The other afternoon, I spent a few hours wandering around Georgetown in Washington, DC. My mission: to evaluate just how connected Americans are.
Over the course of 15 minutes I kept record of technology in our outdoor lives.
I kept count of how many iPods and Blackberries I encountered (17). I noted the number of "business deals" occurring in transit over the cellphone (5). I mulled over the people who eat lunch while talking into their bluetooth (3). I felt concern for the teenagers with their phones tethered to their arm, headphones in WHILE touring with their parents (2). And it made me wonder, is it necessary to be this connected? Is it necessary to walk around absorbed in technology, tuned out from your surroundings and fellow travelers...Technology Loss.

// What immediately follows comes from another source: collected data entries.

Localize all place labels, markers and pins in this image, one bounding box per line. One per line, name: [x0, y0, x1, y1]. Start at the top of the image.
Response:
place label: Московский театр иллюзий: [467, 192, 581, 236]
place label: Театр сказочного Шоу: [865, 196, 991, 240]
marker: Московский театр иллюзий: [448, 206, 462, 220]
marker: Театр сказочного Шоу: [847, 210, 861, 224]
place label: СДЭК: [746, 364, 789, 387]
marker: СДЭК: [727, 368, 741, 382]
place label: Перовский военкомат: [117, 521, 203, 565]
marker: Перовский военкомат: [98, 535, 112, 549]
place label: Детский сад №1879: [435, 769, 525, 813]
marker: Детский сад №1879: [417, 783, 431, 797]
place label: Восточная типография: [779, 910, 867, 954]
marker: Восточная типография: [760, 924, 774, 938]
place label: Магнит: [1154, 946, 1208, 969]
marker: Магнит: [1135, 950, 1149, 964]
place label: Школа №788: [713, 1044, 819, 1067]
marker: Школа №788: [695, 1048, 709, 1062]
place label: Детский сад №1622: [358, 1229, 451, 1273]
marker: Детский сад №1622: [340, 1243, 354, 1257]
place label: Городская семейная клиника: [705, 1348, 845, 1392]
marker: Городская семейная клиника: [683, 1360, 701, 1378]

I would argue not at all. There's no reason to be like this; people have survived for decades without cell phones. My mom still survives without a cell phone . To prove my point, for exactly two hours in the middle of the work day, I didn't check my phone, send an email or answer a text. That is until a lost jogger asked for directions to his hotel. He was a good 10 miles from his destination. And so, with only the options of being a good Samaritan or a rude American, I succumbed to the phone in my bag and mapped a running route back to his hotel for him... Technology Win.
I really wanted to take pictures of this experience, but the guilt of judging America's tech-obsessed got the best of me. Plus by taking their picture with my phone, I was submitting to the same behavior that I was trying to break.
So, instead I took pictures of beautiful natural Georgetown. Unlike the guy who was jogging with his dog in one hand, and his phone pressed to his ear in the other hand, nature makes me feel calm and disconnected. After two hours of judging people, it was time to stop and smell the roses...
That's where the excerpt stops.